**AIM OF THE EXERCISE**
Records follow. Select each line holding "lines".

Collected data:
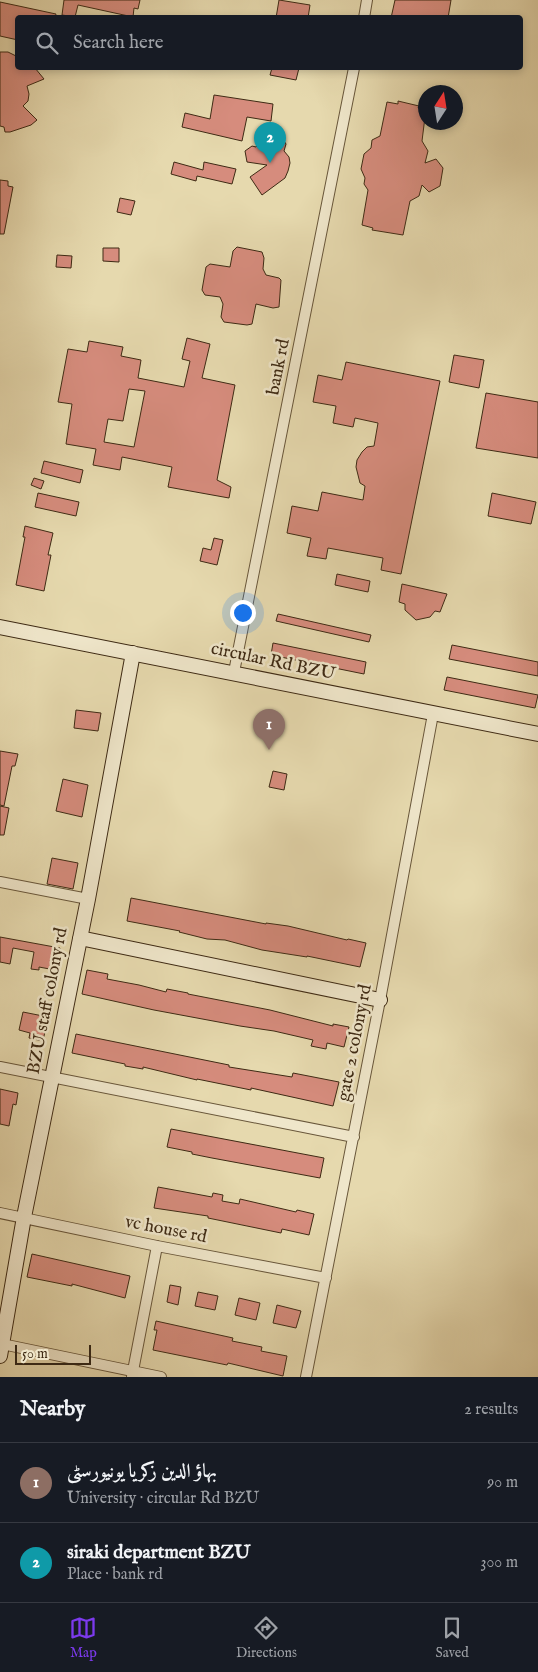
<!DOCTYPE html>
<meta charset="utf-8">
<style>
body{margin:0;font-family:"IM FELL English",Amiri,serif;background:#20242c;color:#f1f3f6}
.compass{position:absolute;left:418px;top:85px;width:45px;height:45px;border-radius:50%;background:#171b24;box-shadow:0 2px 8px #0003;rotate:12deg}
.scale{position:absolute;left:15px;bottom:12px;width:76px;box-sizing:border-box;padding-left:5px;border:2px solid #3e2a14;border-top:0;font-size:14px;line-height:18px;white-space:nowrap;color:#3e2a14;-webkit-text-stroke:4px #efe6ca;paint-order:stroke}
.you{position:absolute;left:242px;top:612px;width:18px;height:18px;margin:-12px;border:4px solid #fff;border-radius:50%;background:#1a73e8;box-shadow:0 0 0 8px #1a73e833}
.badge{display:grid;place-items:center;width:32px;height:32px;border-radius:50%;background:#7c3aed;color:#fff;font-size:16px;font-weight:700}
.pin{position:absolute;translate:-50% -41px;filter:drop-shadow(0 1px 2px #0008)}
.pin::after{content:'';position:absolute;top:26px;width:18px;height:15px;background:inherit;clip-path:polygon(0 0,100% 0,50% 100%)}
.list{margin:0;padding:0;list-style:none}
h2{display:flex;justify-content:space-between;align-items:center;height:65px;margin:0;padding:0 20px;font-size:21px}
h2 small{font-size:16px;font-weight:400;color:#9ea1a6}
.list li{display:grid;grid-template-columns:32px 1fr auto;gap:15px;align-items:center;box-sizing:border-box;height:80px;padding:0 20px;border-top:1px solid #363941}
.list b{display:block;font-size:19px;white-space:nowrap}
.list p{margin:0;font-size:16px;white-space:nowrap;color:#9ea1a6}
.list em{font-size:16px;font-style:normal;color:#9ea1a6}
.icon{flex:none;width:28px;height:28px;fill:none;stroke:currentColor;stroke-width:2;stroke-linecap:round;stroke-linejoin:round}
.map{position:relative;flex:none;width:538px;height:1377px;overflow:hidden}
.search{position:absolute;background:#171b24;box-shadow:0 2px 8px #0003;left:15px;right:15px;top:15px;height:55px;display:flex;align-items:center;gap:12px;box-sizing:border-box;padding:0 18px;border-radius:5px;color:#9ea1a6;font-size:19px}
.sheet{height:225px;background:#171b24}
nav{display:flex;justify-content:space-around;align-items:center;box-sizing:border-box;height:70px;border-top:1px solid #363941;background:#171b24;font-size:14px;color:#9ea1a6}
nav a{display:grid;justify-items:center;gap:2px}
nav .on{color:#7c3aed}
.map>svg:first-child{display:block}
.building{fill:#d68c7d;stroke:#3e2a14;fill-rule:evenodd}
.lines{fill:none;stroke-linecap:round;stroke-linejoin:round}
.street-casing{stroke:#68563a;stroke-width:12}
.secondary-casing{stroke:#3e2a14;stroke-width:16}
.street{stroke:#efe6ca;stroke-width:10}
.secondary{stroke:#efe6ca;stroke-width:14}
.labels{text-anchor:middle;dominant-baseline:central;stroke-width:5;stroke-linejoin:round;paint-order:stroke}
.street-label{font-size:18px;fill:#3e2a14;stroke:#efe6ca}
</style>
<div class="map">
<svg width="538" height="1377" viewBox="0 0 538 1377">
<rect width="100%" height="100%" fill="#e6d9ae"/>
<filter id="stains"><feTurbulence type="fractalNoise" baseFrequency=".004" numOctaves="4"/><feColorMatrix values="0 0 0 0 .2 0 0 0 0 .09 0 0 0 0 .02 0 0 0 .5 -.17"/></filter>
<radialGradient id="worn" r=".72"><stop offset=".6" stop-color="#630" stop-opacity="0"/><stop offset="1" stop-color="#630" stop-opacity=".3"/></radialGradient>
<path class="building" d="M64 0H140L138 9 134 8 133 17 78 5 75 17 62 15Z
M279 0 310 5 308 18H276Z
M395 0H451L448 18H391Z
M0 2 56 14 55 18H18V40L0 36Z
M0 52H8L18 57V68H35L44 79 27 86 29 94 28 101 23 106 37 120 31 125 10 132H5L4 127 0 126Z
M272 68H299L296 80 270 75Z
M214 95 273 104 271 121 247 117 242 141 182 127 185 113 210 119Z
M398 101 419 106 418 108 426 109 422 141 428 151 425 163 436 159 443 168 440 186 429 192 422 185 419 196 410 201 403 235 372 230 373 228 362 225 368 190 364 184 365 178 361 169 364 154 371 148 372 140 380 136 387 102 398 104Z
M277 130 286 144 284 151 289 157 290 163 288 171 285 178 262 195 250 177 267 165 247 162 245 151 252 146 256 147 261 140Z
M174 162 203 170 204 162 236 169 232 184 197 176 196 181 171 174Z
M0 180 8 181V186L13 187 4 234H0Z
M120 198 135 201 131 215 117 212Z
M237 247 262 252 264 258 263 269 266 275 279 278 281 280 279 307 273 308 256 304 252 324 247 325 224 322 221 317 223 304 220 297 205 295 202 290 206 267 210 264 230 267 233 251Z
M103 248H119V262L103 261Z
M57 255 72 256 71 268 56 267Z
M187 338 210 344 202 378 235 385 217 480 231 487 229 498 168 487 172 467 122 457 120 470 93 465 96 449 66 444 72 404 58 402 68 349 87 352 89 341 123 347 121 356 141 360 138 378 184 387 190 361 182 359ZM129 389 145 391 134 447 104 442 108 419 123 421Z
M454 355 484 360 479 388 449 382Z
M346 362 440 381 401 574 381 570 383 558 328 548 326 559 307 556 311 538 287 533 292 506 318 511 322 492 363 500 365 486 360 483 356 467 357 460 362 452 367 447 374 446 378 423 355 418 353 427 333 423 336 406 313 402 318 375 342 380Z
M486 393 538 402V458L476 448Z
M44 461 83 470 80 483 41 473Z
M34 478 44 481 41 489 31 485Z
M38 493 79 502 76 516 35 507Z
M492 493 536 502 531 524 488 516Z
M25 526 53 533 48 555H51L44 591 16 585 25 537H23Z
M214 538 223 540 217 565 200 561 203 548 211 550Z
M337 574 370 581 368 592 335 585Z
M402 584 447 594 440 612 435 611 430 617 416 620 405 610V604L399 602Z
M278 614 371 635 369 642 276 621Z
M273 643 366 662 364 674 271 655Z
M452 645 538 662V676L449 659Z
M447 677 538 695 535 708 444 690Z
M76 710 101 713 98 731 74 728Z
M0 751 18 754 15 766H12L4 806 0 805Z
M273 771 287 774 284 790 269 787Z
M63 779 88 785 82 817 56 811Z
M0 806 9 808 4 835H0Z
M52 858 78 863 73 889 47 884Z
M131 898 266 924V923L288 926 347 940 348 939 366 943 360 967 307 956V957L262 950 225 940 207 939 179 932 180 931 127 921Z
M0 937 60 948 55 970 39 967V970L31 969 34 952 13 948 10 964 0 962Z
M87 970 108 974 107 979 139 985 166 992 167 989 188 993V994L270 1010 333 1026V1024L349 1027 344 1047 327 1043 326 1049 311 1046 313 1040 274 1031 240 1026 154 1010 82 994Z
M23 1012 48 1017 43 1041 29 1038 30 1033 19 1030Z
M76 1034 229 1065V1067L292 1077 293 1073 339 1082 333 1106 251 1088V1090L197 1079V1080L143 1067V1069L125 1066V1064L72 1053Z
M0 1089 18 1093 16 1105 13 1104 9 1126 0 1124Z
M171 1129 324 1158 320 1178 212 1158 192 1154V1152L167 1147Z
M158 1187 212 1197 213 1193 223 1195 222 1201 239 1204 240 1199 296 1212 297 1210 314 1214 309 1235 282 1229 281 1233 208 1218V1216L154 1208Z
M32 1254 130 1276 125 1298 72 1284V1286L27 1277Z
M170 1285 181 1287 178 1305 167 1302Z
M198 1292 218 1296 215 1310 195 1306Z
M239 1298 260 1303 256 1320 235 1315Z
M277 1305 301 1311 296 1328 273 1323Z
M156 1321 233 1338 232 1341 262 1347 261 1351 287 1356 283 1376 228 1363 227 1365 153 1350 157 1330H154Z"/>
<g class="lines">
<defs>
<path id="street" d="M364 18 367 0
M234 672 354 68
M0 882 88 899
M0 1067 354 1137
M0 1213 157 1246 326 1278
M2 1344 161 1377
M132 1376 157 1246
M306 1377 380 1000 433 714"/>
<path id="secondary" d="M0 627 538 734
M80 938 380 1000
M0 1356 24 1217 88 899 133 653"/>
</defs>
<use href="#street" class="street-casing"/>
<use href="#secondary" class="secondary-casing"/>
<use href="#street" class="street"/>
<use href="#secondary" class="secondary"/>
</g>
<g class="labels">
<g class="street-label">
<text transform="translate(279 367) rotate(-79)">bank rd</text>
<text transform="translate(273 662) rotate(12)">circular Rd BZU</text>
<text transform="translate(48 1001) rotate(-79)">BZU staff colony rd</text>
<text transform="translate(355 1043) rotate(-79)">gate 2 colony rd</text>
<text transform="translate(166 1230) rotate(11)">vc house rd</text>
</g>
</g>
<rect width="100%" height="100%" filter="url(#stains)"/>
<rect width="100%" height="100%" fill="url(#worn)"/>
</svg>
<svg class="compass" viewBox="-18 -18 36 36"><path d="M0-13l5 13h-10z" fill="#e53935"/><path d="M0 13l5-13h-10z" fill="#9ea1a6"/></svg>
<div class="scale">50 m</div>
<div class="you"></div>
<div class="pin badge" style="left:269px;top:750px;background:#8d6e63">1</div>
<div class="pin badge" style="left:270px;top:163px;background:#0f9aa8">2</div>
<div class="search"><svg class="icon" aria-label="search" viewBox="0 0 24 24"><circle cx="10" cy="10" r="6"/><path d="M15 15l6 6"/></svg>Search here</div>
</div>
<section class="sheet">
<h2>Nearby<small>2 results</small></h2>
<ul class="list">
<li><span class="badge" style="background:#8d6e63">1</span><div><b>بہاؤ الدین زکریا یونیورسٹی</b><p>University · circular Rd BZU</p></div><em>90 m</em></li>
<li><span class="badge" style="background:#0f9aa8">2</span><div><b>siraki department BZU</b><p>Place · bank rd</p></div><em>300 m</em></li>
</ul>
</section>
<nav>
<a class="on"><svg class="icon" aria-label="map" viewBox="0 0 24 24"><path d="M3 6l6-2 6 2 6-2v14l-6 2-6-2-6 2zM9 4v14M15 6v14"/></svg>Map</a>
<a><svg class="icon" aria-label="directions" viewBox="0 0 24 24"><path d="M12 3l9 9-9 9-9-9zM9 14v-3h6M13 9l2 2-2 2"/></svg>Directions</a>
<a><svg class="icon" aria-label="saved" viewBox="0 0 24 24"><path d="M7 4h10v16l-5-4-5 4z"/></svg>Saved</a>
</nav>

**YOUR RESPONSE**
.lines{fill:none;stroke-linecap:round;stroke-linejoin:round}
<g class="lines">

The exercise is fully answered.